Seven million women last year went for Planned Parenthood services. Ninety percent of those women went for cancer screening, preventive health, STD screening and testing, family-planning consultation, prevention medical support counseling. Ninety percent. And those women are the women that cannot afford or who fell through this whole health system of ours. I believe it was a contrived hit, because you see how these videos were dribbled out, and if it was such an issue the whole package should have been presented, but it's a contrived hit. There have been numerous efforts to defund Planned Parenthood since 2011. Now there's a threat of a shutdown if we don't defund them. This goes directly at the heart of the issue, which has been this campaign to defund and undo Planned Parenthood as a whole. And that's why I think that this campaign around the videos is a smear campaign and more of a contrived political hit than it is a real wrongdoing on the part of the conversation that was being had there.
What are your thoughts on the proposed nuclear deal with Iran?

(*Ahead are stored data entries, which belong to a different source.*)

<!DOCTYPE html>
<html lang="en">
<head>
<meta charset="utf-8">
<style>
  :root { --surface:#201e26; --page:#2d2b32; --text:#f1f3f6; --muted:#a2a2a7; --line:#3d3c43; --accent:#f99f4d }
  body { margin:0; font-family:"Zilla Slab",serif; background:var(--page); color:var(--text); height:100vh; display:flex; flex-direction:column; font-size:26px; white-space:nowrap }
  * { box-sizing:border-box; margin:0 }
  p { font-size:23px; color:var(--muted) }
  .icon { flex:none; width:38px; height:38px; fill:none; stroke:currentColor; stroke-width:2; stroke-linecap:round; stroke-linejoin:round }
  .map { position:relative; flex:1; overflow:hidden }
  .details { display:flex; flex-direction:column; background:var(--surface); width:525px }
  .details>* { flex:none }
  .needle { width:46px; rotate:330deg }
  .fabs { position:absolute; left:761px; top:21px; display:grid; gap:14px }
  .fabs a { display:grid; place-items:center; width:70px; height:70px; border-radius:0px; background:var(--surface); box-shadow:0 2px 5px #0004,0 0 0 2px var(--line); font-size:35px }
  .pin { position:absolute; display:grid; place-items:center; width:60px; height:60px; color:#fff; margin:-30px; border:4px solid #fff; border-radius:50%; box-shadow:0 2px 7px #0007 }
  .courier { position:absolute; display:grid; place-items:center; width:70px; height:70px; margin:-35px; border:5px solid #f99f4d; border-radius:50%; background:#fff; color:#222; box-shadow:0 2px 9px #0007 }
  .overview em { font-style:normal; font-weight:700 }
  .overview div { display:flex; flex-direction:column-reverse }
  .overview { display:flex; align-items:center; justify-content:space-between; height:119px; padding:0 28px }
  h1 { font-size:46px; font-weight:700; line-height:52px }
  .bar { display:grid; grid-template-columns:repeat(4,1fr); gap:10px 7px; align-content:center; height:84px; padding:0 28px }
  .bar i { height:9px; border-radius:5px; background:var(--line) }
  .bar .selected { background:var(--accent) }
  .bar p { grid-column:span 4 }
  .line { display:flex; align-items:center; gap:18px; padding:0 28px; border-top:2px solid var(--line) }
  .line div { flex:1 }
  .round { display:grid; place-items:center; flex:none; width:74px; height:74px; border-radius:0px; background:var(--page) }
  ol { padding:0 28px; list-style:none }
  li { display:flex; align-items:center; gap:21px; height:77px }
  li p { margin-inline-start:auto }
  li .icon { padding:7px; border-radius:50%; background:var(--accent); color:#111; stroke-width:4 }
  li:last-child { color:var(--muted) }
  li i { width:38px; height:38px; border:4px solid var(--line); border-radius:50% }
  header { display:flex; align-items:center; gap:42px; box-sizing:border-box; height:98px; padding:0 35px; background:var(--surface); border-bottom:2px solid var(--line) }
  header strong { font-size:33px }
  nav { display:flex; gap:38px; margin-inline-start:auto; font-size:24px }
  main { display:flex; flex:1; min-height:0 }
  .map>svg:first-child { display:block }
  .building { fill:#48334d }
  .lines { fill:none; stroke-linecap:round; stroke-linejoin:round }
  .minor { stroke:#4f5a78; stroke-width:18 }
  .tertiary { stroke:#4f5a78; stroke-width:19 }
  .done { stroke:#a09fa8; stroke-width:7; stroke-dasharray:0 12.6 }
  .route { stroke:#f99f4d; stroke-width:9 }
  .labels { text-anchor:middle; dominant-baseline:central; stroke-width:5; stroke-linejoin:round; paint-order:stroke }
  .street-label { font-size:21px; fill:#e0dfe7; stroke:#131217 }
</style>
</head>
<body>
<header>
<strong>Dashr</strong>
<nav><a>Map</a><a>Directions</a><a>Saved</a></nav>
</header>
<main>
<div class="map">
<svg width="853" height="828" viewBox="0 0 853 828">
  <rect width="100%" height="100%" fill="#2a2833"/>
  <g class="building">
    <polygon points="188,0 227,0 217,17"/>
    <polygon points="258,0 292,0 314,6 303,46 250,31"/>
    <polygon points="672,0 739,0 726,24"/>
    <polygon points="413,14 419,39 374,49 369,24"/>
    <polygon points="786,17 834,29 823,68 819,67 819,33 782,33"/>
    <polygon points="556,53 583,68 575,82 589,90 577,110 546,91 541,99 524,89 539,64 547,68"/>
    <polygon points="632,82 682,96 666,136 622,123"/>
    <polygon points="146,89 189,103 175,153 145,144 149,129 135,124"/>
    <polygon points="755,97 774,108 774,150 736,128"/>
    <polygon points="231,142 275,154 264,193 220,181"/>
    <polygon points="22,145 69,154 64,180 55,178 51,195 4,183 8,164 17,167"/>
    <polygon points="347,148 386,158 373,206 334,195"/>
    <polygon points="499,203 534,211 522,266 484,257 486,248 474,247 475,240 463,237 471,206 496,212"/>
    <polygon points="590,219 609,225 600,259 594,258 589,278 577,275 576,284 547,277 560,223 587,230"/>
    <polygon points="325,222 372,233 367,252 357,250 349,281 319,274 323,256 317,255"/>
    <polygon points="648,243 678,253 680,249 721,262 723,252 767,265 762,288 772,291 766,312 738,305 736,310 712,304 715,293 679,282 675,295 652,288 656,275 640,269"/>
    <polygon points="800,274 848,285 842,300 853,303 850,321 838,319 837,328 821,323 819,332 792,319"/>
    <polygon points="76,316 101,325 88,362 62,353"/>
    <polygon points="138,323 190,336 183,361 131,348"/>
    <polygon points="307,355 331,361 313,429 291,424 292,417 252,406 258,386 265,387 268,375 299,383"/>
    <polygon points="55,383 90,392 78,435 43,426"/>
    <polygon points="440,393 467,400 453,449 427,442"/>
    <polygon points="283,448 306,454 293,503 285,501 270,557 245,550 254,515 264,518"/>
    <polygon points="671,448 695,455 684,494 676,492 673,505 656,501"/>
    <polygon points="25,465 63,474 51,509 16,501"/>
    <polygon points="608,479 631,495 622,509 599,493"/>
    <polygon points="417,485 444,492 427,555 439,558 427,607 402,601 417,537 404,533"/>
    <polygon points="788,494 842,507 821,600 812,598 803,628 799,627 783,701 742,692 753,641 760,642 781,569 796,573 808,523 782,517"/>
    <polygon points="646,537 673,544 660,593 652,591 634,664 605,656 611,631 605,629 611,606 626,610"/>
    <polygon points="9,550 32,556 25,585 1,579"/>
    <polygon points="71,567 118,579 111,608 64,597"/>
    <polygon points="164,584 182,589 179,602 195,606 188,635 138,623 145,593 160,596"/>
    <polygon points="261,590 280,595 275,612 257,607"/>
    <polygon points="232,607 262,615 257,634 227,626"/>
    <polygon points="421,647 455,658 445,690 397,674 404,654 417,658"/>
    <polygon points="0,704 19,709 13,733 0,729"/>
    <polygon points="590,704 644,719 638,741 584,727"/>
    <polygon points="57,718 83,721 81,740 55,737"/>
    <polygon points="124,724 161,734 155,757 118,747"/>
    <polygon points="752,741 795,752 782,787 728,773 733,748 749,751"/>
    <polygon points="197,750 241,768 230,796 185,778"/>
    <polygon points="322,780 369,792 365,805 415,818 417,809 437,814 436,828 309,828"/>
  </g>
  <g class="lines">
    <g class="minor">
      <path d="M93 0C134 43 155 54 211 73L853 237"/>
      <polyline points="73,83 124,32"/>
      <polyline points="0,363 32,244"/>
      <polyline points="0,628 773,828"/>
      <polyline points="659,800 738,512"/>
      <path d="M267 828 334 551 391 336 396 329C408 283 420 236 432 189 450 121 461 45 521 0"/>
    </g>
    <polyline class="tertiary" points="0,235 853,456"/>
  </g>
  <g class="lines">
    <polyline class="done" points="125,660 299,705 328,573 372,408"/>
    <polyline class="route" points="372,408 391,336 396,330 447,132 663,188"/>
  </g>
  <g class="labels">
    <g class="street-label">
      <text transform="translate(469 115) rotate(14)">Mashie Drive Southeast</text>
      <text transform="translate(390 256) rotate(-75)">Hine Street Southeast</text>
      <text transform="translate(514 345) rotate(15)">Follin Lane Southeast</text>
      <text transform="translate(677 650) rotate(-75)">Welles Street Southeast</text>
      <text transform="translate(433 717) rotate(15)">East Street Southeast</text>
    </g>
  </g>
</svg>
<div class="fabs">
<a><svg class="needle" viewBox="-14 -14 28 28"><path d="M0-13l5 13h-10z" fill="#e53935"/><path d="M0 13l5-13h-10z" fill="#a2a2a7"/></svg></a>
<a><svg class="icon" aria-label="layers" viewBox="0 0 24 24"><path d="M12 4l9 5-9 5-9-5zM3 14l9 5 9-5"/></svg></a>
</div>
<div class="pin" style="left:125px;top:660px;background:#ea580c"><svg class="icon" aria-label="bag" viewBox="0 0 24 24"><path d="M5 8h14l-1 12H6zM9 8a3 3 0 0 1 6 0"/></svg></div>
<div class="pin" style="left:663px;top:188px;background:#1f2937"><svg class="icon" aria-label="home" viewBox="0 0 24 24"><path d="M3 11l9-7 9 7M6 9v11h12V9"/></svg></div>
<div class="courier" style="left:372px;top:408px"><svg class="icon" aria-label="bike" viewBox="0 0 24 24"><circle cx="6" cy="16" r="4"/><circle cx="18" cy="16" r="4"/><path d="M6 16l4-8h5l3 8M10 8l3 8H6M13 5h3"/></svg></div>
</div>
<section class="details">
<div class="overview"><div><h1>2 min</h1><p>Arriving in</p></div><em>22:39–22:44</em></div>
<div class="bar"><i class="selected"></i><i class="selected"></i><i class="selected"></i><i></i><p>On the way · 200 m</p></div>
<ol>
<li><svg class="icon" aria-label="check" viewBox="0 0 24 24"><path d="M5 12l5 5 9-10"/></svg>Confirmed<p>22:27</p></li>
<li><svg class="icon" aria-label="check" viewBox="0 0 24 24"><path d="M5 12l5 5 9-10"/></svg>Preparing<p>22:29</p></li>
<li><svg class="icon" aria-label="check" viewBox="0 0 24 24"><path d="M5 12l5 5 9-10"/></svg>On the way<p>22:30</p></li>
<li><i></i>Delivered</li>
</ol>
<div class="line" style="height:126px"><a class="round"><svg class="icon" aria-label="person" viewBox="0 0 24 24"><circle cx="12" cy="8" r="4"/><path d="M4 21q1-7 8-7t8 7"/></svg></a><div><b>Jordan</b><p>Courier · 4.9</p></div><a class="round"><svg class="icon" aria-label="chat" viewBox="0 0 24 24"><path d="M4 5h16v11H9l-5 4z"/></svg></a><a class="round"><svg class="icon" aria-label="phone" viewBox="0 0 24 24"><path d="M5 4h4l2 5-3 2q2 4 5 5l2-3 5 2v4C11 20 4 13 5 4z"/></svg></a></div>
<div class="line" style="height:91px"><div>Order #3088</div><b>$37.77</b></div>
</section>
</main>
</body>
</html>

I agree with the president. We were down to one option. We're still trying to get ourselves out of the quagmire that we're in the Middle East and particularly in Iraq, and the whole thing going on in Syria, a quagmire which cost 5,000-plus lives almost $2 trillion. Here we are with an opportunity. And I'm not naive, Iran is not a good player, they're not the sweet little innocent person in the Middle East, and they've shown their behavior all over. But the fact that we have P5+1 nations behind this treaty, that there's verification, and that it limits the option for the long haul of them having nuclear weapons. Fifteen years, 25 years, it is more than a risk worth taking. The other option is to prepare for war, to prepare for another major intervention into Iran as a means to try to end any nuclear development. I think that the sanctions stopped it, and this treaty adds the permanency to it.